A game about healthy eating that actually manages to be fun, this is a perfect way for you and up to four picky eaters to learn about food groups.
In The Box
This custom deck contains 53 colorful cards, each decorated with a simple collage of foods. There’s a lot of white space on each card that left us wishing the individual food items were larger or were labelled in some way, but once you play through you’ll have everything memorized. There are six groups split between veggies, protein, fruit, carbs, juice, and junk. Again, not for more than a few minutes during the first game, but little ones may wonder why the juice cards include a glass of milk and what looks like a tall beer?
Even if the categories are a bit loose, the idea that you need to collect a specific number of cards to win is easy enough to grasp. Kids will quickly understand that they need one card from each category and what images match up with which food groups. Aside from cards marking the food groups, you’ll find special Qetchup cards marked with a large “Q” wearing a star like a crown, and the powerful Restart card decorated with what looks like a naughty green apple or bell pepper being sent away in shame. It’s a cute collection of cards with whimsical illustrations that kids will find endearing, which is a good thing when you’re trying to keep their attention around the gaming table.
How It Plays
Inviting kids to sit down and play a game about healthy eating would seem like a daunting proposition at best. Parents with picky eaters will immediately appreciate the value of casting healthy foods in a good light, and the current obesity epidemic speaks to the need for us all to be more aware of the dangers of junk food. Without being at all heavy handed, Qetchup manages to reinforce both ideas in a matching-game format that borrows some mechanics from classic games like Go-Fish. The fundamental goal is to put together a plate with food from exactly five healthy groups before any of your opponents. There’s some luck of the draw involved, but after that it’s a matter of strategy.
Players can use the Q cards to sub for anything but veggies, to get rid of junk food stuck on your plate by another player, or to randomly steal a card from another player. The use of these Q cards is what makes Qetchup more than just a variation on Go Fish, although the idea of taking cards from other players to meet your goals feels similar. Racing toward a complete plate isn’t just about gathering the right foods, it’s also about slowing opponents down with junk food or the dreaded Restart Card that sweeps their plate clean. The fact that the game is over so quickly means that if luck wasn’t on your side after the initial draw, you don’t have to wait long for a second or third chance.
The minimum recommended age for Qetchup is good at 7, but we’d recommend handicapping older players by limiting the number of cards they can hold, or similar changes to the basic rules that make it harder for them to gather a full plate of healthy food. Parents will definitely be motivated to play with kids at this age (or a bit older) because it’s exactly at this point that youngsters need to learn lessons about eating right.

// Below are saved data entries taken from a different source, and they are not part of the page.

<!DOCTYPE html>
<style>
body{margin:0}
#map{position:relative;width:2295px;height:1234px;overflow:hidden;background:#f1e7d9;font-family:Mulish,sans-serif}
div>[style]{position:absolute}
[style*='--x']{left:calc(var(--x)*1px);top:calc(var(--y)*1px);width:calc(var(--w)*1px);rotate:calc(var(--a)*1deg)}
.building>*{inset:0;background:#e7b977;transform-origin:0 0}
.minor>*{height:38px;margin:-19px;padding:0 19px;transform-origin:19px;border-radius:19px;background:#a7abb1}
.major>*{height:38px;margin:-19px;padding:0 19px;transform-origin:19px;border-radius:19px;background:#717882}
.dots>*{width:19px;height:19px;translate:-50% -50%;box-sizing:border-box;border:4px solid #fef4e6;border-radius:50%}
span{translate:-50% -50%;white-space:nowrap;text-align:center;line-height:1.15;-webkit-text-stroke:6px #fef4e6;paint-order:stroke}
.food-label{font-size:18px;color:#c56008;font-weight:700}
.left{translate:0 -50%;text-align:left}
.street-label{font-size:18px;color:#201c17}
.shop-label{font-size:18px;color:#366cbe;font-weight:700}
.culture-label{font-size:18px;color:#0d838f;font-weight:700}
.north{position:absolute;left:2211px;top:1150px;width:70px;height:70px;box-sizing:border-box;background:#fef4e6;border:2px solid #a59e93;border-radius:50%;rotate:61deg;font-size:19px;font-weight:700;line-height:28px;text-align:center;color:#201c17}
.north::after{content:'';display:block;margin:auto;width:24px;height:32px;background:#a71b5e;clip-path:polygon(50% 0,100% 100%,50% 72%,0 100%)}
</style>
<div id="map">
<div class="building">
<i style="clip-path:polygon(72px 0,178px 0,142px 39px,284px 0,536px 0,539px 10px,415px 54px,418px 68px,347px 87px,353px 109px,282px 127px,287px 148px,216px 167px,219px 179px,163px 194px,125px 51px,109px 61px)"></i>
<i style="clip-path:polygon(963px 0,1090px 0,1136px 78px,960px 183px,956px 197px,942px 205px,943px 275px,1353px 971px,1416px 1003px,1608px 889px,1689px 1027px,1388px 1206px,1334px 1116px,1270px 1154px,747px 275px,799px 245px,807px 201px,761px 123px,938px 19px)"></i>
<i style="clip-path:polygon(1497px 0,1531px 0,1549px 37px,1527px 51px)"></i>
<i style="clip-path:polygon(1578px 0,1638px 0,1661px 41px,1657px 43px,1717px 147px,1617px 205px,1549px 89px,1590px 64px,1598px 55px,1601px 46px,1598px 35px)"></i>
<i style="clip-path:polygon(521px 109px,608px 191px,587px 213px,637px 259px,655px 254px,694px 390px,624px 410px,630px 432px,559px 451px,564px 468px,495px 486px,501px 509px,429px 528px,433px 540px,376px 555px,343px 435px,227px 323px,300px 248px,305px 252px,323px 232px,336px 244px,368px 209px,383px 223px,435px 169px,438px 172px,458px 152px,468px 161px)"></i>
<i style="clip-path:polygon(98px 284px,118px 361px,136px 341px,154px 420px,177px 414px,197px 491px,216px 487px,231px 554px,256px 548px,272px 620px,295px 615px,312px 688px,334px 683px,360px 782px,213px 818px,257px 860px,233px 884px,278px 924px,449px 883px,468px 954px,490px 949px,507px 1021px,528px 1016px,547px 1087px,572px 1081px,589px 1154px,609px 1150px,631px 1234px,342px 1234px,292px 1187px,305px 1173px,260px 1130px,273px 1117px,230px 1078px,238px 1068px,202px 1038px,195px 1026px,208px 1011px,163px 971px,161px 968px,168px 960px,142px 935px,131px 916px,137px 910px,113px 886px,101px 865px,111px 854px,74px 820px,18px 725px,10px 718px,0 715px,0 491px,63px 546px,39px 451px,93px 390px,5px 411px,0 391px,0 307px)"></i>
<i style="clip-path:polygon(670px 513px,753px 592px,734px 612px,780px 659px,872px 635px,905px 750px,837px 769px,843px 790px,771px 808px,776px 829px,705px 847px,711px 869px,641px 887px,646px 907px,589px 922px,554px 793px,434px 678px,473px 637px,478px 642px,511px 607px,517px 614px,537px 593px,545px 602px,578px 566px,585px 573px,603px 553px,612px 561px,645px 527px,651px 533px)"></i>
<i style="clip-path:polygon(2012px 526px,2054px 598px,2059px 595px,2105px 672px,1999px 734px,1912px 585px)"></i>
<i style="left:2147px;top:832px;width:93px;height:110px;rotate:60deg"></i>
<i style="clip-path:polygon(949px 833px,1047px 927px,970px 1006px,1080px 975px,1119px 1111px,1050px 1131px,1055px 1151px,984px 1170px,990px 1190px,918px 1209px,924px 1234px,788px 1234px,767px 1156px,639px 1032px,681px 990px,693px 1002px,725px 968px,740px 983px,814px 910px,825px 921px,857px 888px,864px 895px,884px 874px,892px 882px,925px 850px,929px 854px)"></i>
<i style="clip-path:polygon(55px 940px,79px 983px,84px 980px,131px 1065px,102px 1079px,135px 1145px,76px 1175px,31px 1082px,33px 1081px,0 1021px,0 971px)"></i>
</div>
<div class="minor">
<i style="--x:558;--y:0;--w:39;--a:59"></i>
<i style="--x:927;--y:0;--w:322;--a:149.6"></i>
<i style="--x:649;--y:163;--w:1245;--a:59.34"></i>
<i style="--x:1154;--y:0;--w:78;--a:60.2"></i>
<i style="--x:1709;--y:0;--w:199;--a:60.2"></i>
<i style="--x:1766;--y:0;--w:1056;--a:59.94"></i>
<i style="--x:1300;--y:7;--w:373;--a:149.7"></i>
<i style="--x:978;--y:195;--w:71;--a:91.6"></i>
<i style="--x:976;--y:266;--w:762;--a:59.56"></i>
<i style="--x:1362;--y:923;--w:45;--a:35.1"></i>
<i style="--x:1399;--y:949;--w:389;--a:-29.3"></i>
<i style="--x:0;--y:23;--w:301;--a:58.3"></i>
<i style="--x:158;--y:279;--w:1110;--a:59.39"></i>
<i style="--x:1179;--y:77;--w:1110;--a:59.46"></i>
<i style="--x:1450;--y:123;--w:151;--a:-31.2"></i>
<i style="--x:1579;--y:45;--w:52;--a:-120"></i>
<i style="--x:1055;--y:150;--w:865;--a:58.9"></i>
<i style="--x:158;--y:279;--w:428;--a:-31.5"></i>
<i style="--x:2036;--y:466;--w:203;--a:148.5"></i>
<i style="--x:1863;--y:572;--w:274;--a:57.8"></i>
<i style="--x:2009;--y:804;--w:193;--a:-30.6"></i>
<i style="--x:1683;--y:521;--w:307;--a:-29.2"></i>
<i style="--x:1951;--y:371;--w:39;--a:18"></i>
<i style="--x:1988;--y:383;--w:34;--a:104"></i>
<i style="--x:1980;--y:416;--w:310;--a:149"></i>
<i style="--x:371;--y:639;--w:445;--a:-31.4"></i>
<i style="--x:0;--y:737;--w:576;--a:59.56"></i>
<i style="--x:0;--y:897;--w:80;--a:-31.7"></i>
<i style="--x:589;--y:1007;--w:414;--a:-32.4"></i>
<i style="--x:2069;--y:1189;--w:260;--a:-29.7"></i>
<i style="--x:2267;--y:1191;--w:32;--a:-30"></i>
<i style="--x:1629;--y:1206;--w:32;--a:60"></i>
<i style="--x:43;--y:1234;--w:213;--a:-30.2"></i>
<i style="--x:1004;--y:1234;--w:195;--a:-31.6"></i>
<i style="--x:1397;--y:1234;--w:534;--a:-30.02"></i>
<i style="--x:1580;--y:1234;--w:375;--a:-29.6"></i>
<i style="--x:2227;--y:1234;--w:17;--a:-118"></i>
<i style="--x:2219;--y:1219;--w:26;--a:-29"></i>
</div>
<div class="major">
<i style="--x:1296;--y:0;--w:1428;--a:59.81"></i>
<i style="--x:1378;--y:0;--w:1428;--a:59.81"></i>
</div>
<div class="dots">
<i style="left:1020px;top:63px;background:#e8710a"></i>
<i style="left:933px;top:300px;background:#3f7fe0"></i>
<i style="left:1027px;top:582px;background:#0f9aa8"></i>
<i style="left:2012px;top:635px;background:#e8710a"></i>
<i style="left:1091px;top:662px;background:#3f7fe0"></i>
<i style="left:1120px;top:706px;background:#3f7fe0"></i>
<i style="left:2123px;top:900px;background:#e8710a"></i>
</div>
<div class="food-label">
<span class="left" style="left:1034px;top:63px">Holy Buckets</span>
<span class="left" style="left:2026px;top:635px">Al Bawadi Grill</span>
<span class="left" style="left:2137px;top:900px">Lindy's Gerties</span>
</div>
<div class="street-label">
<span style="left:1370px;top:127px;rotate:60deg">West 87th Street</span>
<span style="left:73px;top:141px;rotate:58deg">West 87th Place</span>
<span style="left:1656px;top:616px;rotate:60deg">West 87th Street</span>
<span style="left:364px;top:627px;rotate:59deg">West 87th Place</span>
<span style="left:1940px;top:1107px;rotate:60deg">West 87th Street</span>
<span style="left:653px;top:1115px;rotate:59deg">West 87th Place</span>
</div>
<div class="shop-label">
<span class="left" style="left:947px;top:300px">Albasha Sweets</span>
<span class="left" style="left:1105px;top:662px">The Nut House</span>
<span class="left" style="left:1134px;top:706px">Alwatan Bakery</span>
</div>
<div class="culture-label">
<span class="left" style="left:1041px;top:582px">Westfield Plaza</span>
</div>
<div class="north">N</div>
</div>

There’s probably an upper limit on the recommended age for Qetchup of about 10-12. It’s not a game that most older kids or adults will find that compelling, but it’s a really accessible and fun game for little ones.
There are plenty of family games that just aren’t much fun or get boring quickly because there’s little or no strategy involved. Qetchup is a good card game in the sense that you never know exactly what you’ll draw, and the surprise of having Q cards played against you keeps it interesting.